Open qtyandhasee opened 2 months ago

qtyandhasee commented 2 months ago

I am trying to cross-compile llama.cpp on x86 platform and move it to run on Android device (Adreno 740). On Android device, vulkan can recognize my device (GPU) but there is an load model error.

llama_model_load: error loading model: vk::Device::createComputePipeline: ErrorUnknown llama_load_model_from_file: failed to load model llama_init_from_gpt_params: error: failed to load model '/data/local/tmp/stories260K.gguf' main: error: unable to load model

I have checked the model path to make sure the model exists under the path. It has the conditions to be read successfully.
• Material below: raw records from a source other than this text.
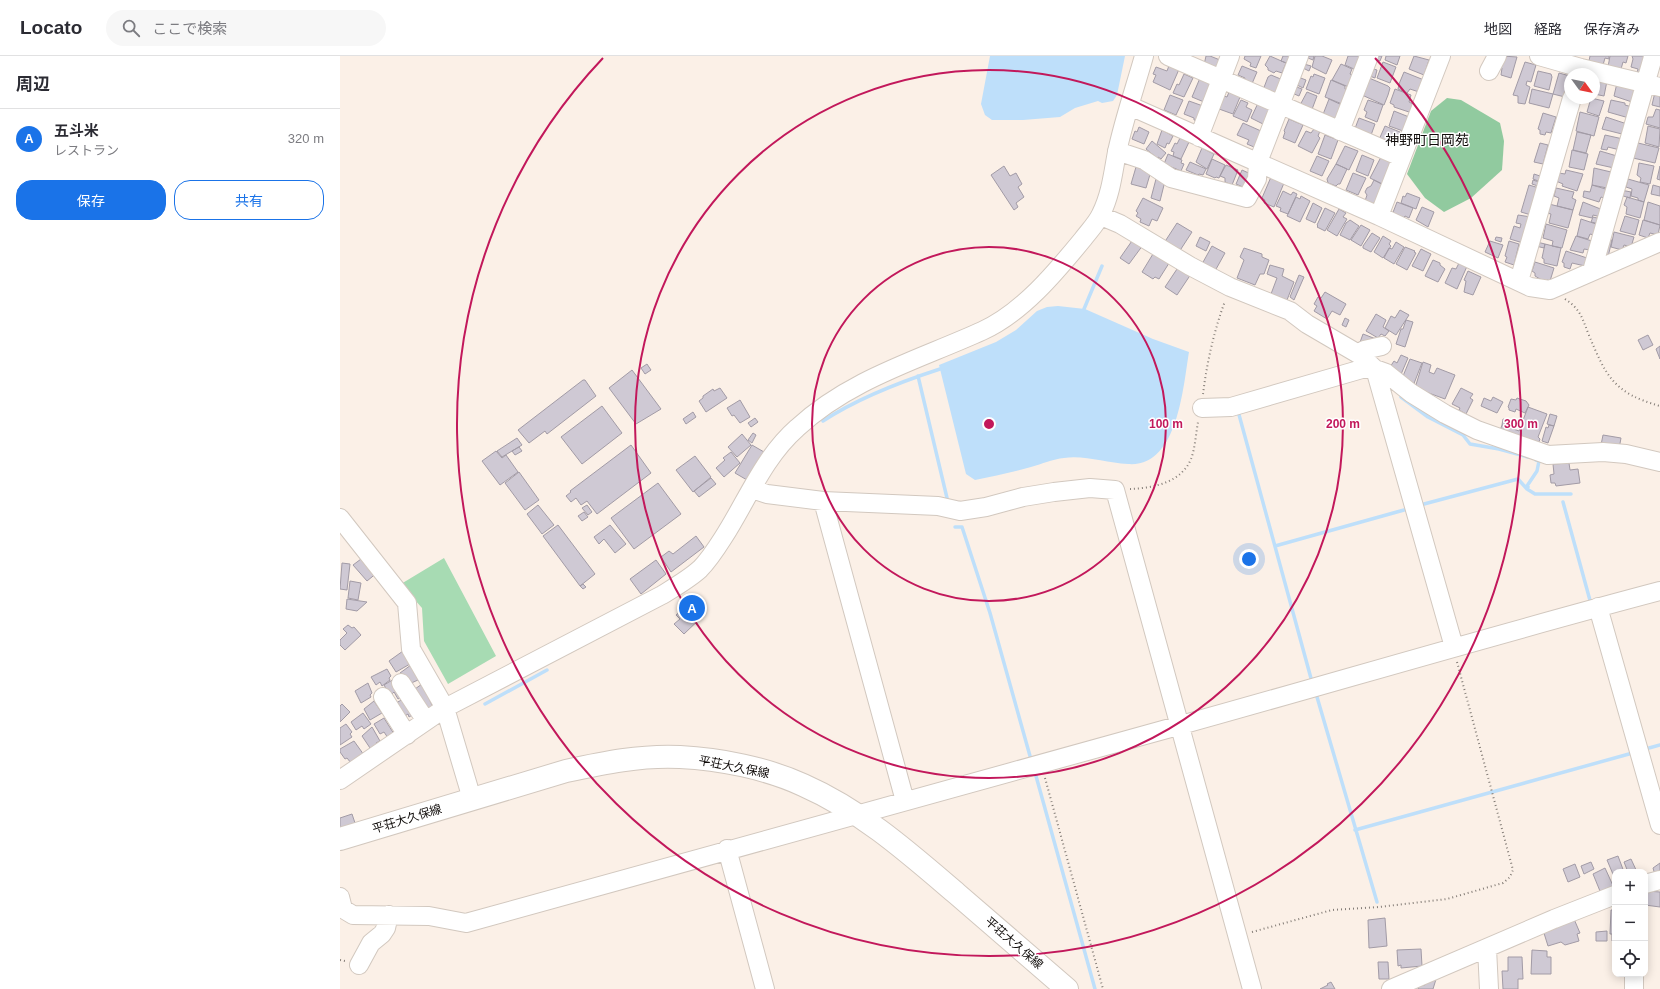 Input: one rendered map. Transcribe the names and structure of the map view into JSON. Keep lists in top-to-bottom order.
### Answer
{
  "streets": {
    "main road": ["平荘大久保線"]
  },
  "districts": ["神野町日岡苑"],
  "north": "bottom right",
  "page": {
    "header": "Locato",
    "search": "ここで検索",
    "nav": ["地図", "経路", "保存済み"],
    "heading": "周辺",
    "list": [
      {
        "mark": "A",
        "name": "五斗米",
        "note": "レストラン",
        "value": "320 m"
      }
    ],
    "buttons": ["保存", "共有"],
    "pins": "A",
    "map_buttons": ["+", "−"]
  },
  "rings": ["100 m", "200 m", "300 m"]
}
I also tried the following models: llama-2-13b-chat.Q2_K.gguf llama-2-13b-chat.Q5_K_S.gguf llama-2-7b-chat.Q2_K.gguf stories260K.gguf

the way i build llama.cpp cmake .. -DCMAKE_TOOLCHAIN_FILE=$ANDROID_NDK/build/cmake/android.toolchain.cmake -DANDROID_ABI=arm64-v8a -DANDROID_NATIVE_API_LEVEL=33 -DLLAMA_VULKAN=1 -DCMAKE_C_FLAGS=-march=armv8.4a+dotprod+i8mm -DVulkan_INCLUDE_DIR=/home/smc/Downloads/Vulkan-Hpp-1.3.237 -DLLAMA_VULKAN_CHECK_RESULTS=1 -DLLAMA_VULKAN_DEBUG=1 -DLLAMA_VULKAN_VALIDATE=1 -DLLAMA_VULKAN_RUN_TESTS=1

make -j10

the way I run main.out Transfer the bin folder to the /data/local/tmp/llama directory on your Android device using scp

./bin/main -t 8 -m /data/local/tmp/stories260K.gguf --color -c 2048 -ngl 2 --temp 0.7 -n 128 -p "One day, Lily met"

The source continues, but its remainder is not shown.